What the exercise asks:
Restate the listing below word for word; no picture is to be carried over.

Given data:
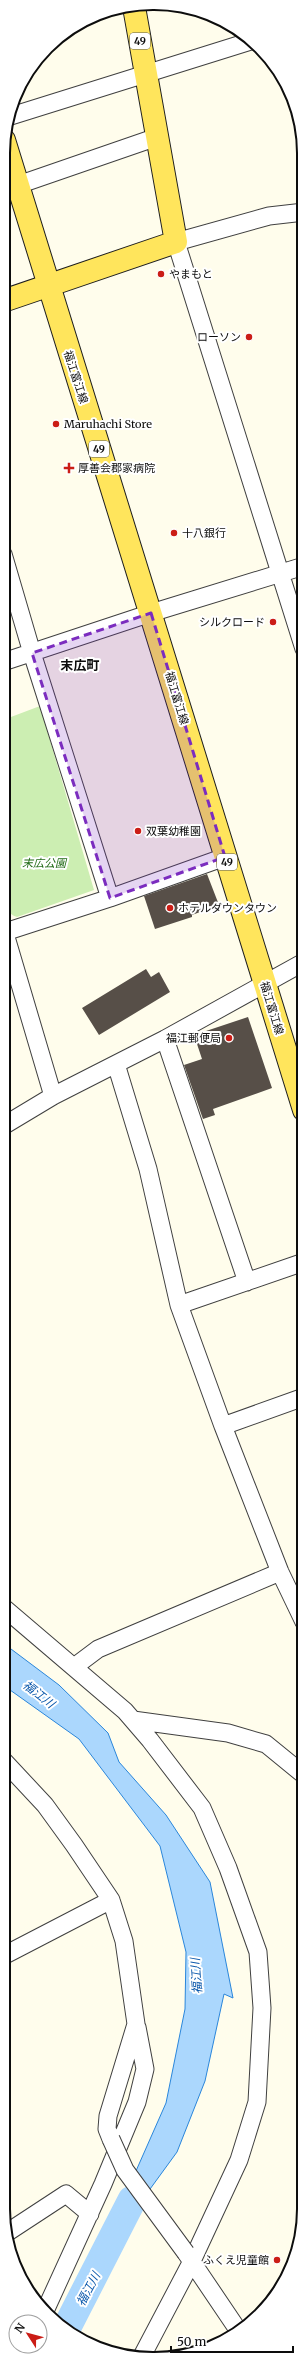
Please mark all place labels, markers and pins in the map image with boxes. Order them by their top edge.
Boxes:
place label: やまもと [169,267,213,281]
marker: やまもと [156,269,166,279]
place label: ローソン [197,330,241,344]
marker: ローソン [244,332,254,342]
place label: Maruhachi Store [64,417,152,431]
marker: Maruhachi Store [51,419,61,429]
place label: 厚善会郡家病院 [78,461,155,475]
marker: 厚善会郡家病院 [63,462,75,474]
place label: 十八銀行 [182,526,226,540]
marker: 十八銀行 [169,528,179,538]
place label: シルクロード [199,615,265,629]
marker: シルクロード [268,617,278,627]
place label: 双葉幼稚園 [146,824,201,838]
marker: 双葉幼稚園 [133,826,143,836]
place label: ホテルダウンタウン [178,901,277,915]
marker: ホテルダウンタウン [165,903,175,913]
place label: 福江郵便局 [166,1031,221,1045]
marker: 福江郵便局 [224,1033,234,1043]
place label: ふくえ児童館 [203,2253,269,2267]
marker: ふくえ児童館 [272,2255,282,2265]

Exercise solution:
Please mark all place labels, markers and pins in the map image with boxes. Order them by their top edge.
Boxes:
place label: やまもと [169,267,213,281]
marker: やまもと [156,269,166,279]
place label: ローソン [197,330,241,344]
marker: ローソン [244,332,254,342]
place label: Maruhachi Store [64,417,152,431]
marker: Maruhachi Store [51,419,61,429]
place label: 厚善会郡家病院 [78,461,155,475]
marker: 厚善会郡家病院 [63,462,75,474]
place label: 十八銀行 [182,526,226,540]
marker: 十八銀行 [169,528,179,538]
place label: シルクロード [199,615,265,629]
marker: シルクロード [268,617,278,627]
place label: 双葉幼稚園 [146,824,201,838]
marker: 双葉幼稚園 [133,826,143,836]
place label: ホテルダウンタウン [178,901,277,915]
marker: ホテルダウンタウン [165,903,175,913]
place label: 福江郵便局 [166,1031,221,1045]
marker: 福江郵便局 [224,1033,234,1043]
place label: ふくえ児童館 [203,2253,269,2267]
marker: ふくえ児童館 [272,2255,282,2265]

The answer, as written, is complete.